Pero no sólo en insultar y en meter miedo se le va el tiempo a nuestro gobierno. El presidente también es un líder internacional, adalid de las víctimas del conflicto de Irak y Siria, héroe de la libertad de prensa y defensor de Occidente frente a la Jihad: la semana anterior rechazó contundentemente el asesinato “cobarde y horripilante” del periodista norteamericano James Foley en suelo iraquí. ¡Dios mío, el cinismo de este hombre no tiene límites! No hace falta irse a buscar muertos en el Medio Oriente, los «amigos de la paz» y las otras bandas narcoterroristas los ponen aquí todos los días. ¿No mataron un periodista aquí en Antioquia la semana antepasada?
Santos debería bajarse de la nube: hasta que no logre hacer la paz que prometió «en cuestión de meses» (aunque ya lleve casi dos años) no es nadie en el mundo ni podrá aspirar a sus sueños en la Secretaría General de las Naciones Unidas ni al Premio Nobel. A nadie le importa que denuncie la violencia del Estado Islámico, es más, causa indignación al comparar esto con el silencio que mantiene frente a las mismas acciones cuando son cometidas por los bandidos criollos.
Lo que pasa es que nuestro presidente no puede referirse a las víctimas de los atentados terroristas recientes de las Farc porque estamos en un “proceso de paz”. Chantajeado por la guerrilla, cree que reclamarles hará que lo dejen plantado en La Habana, y de las negociaciones depende su sueño de ocupar el trono de Ban Ki-moon en la ONU. El cartel guerrillero está usando de nuevo la vieja táctica de causar tanto caos como sea posible en las zonas más apartadas del país para demostrar su “superioridad militar” en la mesa de diálogo y así exigir más dádivas y concesiones por parte del equipo negociador del gobierno.

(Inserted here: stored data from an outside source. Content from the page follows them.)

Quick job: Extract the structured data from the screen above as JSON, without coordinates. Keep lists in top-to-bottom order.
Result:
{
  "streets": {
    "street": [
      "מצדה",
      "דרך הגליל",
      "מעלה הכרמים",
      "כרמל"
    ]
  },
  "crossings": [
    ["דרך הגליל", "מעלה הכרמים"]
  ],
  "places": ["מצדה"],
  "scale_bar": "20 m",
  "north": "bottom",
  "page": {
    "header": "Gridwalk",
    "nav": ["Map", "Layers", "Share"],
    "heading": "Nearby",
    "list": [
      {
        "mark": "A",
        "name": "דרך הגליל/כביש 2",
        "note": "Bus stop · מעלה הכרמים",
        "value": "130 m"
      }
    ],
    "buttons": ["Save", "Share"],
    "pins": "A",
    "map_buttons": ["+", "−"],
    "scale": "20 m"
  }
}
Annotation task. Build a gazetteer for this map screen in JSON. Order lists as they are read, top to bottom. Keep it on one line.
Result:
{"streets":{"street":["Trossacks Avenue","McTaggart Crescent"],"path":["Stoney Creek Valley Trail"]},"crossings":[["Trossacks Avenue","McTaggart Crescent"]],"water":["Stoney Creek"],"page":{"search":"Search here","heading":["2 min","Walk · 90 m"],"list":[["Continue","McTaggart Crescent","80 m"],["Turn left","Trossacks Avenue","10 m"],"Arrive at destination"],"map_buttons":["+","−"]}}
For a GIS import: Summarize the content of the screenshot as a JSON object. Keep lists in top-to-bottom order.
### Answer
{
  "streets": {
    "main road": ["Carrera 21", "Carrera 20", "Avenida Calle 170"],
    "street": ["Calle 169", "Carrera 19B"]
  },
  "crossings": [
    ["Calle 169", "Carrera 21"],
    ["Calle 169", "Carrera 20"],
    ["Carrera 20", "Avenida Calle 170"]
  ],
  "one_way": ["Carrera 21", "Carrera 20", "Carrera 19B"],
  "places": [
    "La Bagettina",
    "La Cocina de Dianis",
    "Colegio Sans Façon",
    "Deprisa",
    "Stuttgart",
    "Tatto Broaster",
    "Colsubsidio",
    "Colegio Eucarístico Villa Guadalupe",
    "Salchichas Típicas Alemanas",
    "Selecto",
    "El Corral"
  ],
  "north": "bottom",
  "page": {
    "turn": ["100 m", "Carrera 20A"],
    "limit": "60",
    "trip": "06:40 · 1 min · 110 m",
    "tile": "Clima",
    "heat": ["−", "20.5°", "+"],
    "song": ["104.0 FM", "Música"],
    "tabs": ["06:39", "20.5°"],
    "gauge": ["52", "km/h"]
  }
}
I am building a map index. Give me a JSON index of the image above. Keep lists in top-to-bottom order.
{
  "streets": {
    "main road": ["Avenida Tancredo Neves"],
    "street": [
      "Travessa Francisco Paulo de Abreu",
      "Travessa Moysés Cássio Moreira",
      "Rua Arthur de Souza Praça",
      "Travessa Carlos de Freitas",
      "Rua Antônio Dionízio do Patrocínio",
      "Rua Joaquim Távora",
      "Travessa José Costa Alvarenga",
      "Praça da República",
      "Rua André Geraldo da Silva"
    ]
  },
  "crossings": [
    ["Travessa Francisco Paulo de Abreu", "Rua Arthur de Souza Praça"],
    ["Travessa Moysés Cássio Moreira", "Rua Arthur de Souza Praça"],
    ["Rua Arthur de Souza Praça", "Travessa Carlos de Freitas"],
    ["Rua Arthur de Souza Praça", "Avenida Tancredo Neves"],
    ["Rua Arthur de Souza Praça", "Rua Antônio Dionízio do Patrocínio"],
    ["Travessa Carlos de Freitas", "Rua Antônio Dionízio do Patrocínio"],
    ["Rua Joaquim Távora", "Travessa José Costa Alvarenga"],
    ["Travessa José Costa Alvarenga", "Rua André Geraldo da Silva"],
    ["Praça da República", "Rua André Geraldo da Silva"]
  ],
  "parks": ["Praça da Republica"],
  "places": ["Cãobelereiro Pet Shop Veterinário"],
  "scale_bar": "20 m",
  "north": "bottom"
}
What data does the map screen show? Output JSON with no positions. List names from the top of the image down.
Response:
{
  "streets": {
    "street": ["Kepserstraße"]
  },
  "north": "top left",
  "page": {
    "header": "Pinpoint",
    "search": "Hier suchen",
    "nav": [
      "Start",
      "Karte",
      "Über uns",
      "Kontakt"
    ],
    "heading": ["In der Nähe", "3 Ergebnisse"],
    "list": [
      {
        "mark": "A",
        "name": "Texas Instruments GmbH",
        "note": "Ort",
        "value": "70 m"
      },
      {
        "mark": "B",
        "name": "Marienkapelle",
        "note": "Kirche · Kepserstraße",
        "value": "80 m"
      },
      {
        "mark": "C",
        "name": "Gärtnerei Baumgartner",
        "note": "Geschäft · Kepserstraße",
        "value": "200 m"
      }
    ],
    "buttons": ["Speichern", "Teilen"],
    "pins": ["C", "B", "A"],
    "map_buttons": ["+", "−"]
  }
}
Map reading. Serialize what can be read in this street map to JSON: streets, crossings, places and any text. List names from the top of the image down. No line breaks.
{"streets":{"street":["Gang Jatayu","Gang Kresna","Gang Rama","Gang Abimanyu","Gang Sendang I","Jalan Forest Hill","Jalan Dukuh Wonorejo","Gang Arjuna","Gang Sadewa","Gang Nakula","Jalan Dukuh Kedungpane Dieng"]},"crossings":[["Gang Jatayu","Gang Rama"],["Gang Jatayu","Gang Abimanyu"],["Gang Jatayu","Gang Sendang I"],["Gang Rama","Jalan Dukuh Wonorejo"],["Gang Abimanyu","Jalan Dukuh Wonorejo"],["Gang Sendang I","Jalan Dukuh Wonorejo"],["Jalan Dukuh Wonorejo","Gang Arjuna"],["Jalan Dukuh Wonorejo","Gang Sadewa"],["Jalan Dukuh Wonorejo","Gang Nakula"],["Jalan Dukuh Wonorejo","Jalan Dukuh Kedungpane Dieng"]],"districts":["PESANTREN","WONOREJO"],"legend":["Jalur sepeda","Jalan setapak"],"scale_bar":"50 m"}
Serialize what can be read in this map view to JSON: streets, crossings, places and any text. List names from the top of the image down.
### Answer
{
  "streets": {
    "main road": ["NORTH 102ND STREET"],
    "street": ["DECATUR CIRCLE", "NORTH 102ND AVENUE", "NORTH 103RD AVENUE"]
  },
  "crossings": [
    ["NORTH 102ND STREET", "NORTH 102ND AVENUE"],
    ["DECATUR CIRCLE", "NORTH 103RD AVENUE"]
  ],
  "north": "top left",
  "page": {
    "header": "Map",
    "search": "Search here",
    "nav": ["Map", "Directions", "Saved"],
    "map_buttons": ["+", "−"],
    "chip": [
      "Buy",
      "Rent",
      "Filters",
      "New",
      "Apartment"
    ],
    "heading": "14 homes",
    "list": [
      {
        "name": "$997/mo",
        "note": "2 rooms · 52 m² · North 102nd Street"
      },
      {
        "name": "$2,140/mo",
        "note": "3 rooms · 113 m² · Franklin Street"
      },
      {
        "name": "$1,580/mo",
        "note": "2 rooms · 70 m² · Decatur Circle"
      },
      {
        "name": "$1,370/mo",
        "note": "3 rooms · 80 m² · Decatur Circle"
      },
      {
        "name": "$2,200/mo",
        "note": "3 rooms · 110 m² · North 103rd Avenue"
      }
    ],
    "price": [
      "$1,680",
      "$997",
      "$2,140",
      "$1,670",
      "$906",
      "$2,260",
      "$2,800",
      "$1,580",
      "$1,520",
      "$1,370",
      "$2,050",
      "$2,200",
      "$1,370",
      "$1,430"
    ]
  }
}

Santos, en su inacción de obra y de palabra, está cayendo en la trampa de las Farc. Con su ceguera y su mutismo, permite que cada día los terroristas maten más civiles, policías y militares para cosechar más beneficios en la mesa de negociación. Víctimas nuevas, ya no del “conflicto” sino del proceso de paz, que Juan Manuel necesita para poder alcanzar sus ambiciones personales.